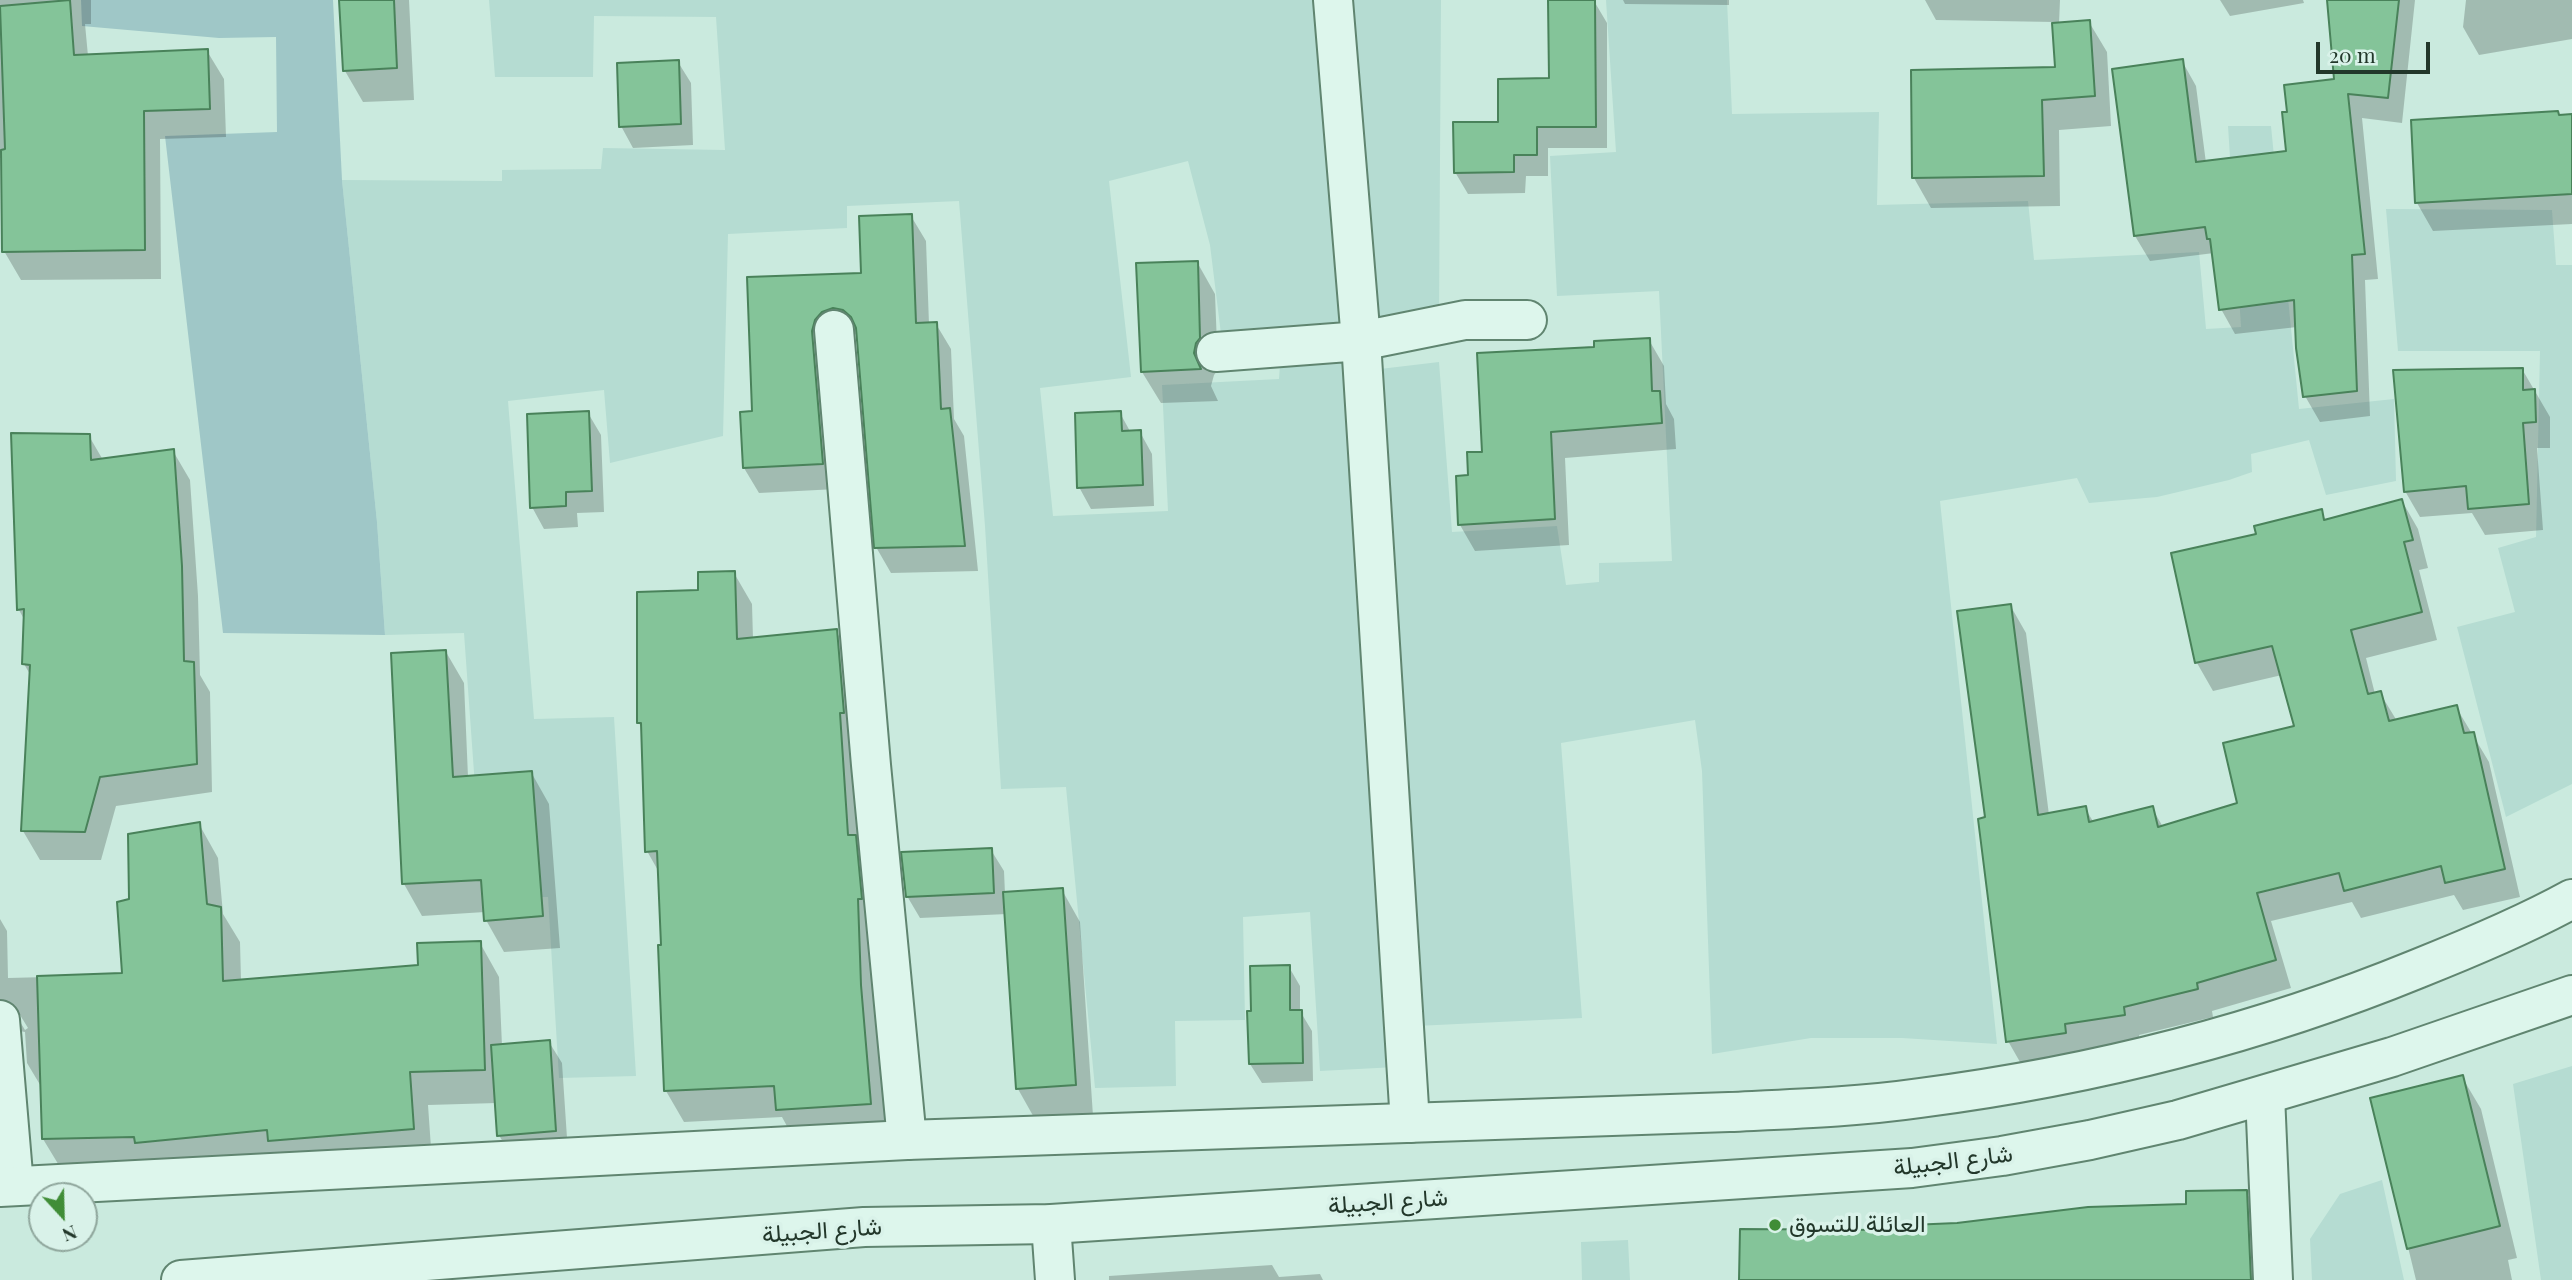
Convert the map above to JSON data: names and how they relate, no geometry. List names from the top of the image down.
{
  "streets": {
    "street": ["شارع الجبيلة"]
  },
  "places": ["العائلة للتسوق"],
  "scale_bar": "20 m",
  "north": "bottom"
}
══════════════════════════════
▶ _What you are asked to do_: Please write out all the entries above again exactly as they appear, skipping any images.

▶ _Output of the task_:
Convert the map above to JSON data: names and how they relate, no geometry. List names from the top of the image down.
{
  "streets": {
    "street": ["شارع الجبيلة"]
  },
  "places": ["العائلة للتسوق"],
  "scale_bar": "20 m",
  "north": "bottom"
}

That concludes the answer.